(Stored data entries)
□ □ □ □

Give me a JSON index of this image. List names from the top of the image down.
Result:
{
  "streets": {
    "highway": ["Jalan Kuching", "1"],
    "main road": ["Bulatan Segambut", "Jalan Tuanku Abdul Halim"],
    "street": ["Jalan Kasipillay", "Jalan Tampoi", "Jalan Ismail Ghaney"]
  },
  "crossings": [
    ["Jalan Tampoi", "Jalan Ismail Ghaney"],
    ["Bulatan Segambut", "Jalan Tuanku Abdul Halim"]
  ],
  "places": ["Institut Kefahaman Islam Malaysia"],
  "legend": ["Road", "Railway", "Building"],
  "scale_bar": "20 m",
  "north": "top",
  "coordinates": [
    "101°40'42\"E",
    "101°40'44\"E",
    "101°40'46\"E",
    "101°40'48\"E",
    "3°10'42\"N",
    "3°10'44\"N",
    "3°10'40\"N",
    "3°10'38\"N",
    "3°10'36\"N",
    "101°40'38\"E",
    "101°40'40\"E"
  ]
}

□ □ □ □

- Problem to solve: Out of the records, collect only those lines that contain the string "Ghaney".

- Result of this exercise:
    "street": ["Jalan Kasipillay", "Jalan Tampoi", "Jalan Ismail Ghaney"]
    ["Jalan Tampoi", "Jalan Ismail Ghaney"],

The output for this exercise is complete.